Dry-stone Walls

The art of dry-stone construction (building “dry,” without mortar) is the practice of constructing walls using stone without any binding material, widespread across the Adriatic-Dinaric karst region. For much of history, dry-stone construction was virtually the only available building technique. Mastery of “dry” walling was one of the fundamental prerequisites for human survival in these rocky landscapes.

This technique was used to build the walls of stone houses, as well as to enclose fields, pastures, meadows, and olive groves, and to construct wells and pathways. Dry-stone walls are natural enclosures, perfectly blending with the landscape from which the stone was sourced. They often serve as barriers that prevent erosion and landslides, act as natural boundaries between properties, provide habitat for many animal species, and frequently serve as enclosures for livestock.

This skill has been employed in the Adriatic-Dinaric area of Croatia since prehistoric times and continues to the present day.

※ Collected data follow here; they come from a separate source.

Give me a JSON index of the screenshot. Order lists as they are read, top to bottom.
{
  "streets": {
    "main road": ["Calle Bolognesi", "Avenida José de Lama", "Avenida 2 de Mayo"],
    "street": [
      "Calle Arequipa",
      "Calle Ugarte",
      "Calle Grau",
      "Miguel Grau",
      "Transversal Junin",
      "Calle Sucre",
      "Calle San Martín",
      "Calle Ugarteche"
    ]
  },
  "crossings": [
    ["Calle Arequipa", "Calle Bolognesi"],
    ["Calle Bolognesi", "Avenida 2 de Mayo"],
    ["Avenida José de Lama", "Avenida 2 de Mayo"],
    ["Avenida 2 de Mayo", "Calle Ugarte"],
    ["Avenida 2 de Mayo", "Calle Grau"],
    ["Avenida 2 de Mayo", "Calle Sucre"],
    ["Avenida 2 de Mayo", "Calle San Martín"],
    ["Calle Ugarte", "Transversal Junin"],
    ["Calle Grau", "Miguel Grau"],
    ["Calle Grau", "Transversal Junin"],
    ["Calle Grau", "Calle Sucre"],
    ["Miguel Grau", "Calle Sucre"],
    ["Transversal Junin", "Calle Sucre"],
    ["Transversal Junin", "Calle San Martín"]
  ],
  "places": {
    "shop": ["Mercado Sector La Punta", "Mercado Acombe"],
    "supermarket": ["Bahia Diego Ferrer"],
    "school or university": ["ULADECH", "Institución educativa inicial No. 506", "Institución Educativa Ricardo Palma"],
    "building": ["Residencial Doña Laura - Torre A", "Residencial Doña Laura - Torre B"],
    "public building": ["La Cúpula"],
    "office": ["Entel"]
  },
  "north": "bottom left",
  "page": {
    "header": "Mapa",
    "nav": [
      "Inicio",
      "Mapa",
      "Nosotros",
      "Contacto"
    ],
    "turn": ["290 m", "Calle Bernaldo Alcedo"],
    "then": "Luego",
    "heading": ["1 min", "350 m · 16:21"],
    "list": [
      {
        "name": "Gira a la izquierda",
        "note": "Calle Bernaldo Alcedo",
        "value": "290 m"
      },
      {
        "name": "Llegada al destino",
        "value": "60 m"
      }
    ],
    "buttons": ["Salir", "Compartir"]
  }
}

On the barren karst, dry-stone walling is an irreplaceable manual technique for building shelters, pathways, and barriers, and especially for adapting rocky terrain to agriculture. Most construction generally takes place in the initial and most labor-intensive phases of claiming new land: constructing enclosures, clearing stones from fields, creating terraces, and building simple stone shelters for temporary residence. In later phases, this skill is used for maintenance and repair of structures, storage of surplus stone unearthed during cultivation, functional adaptations, and similar purposes.

The art of dry-stone construction was entered into the Register of Cultural Goods of the Republic of Croatia in 2013, and in 2018 it was inscribed on UNESCO’s Representative List of the Intangible Cultural Heritage of Humanity.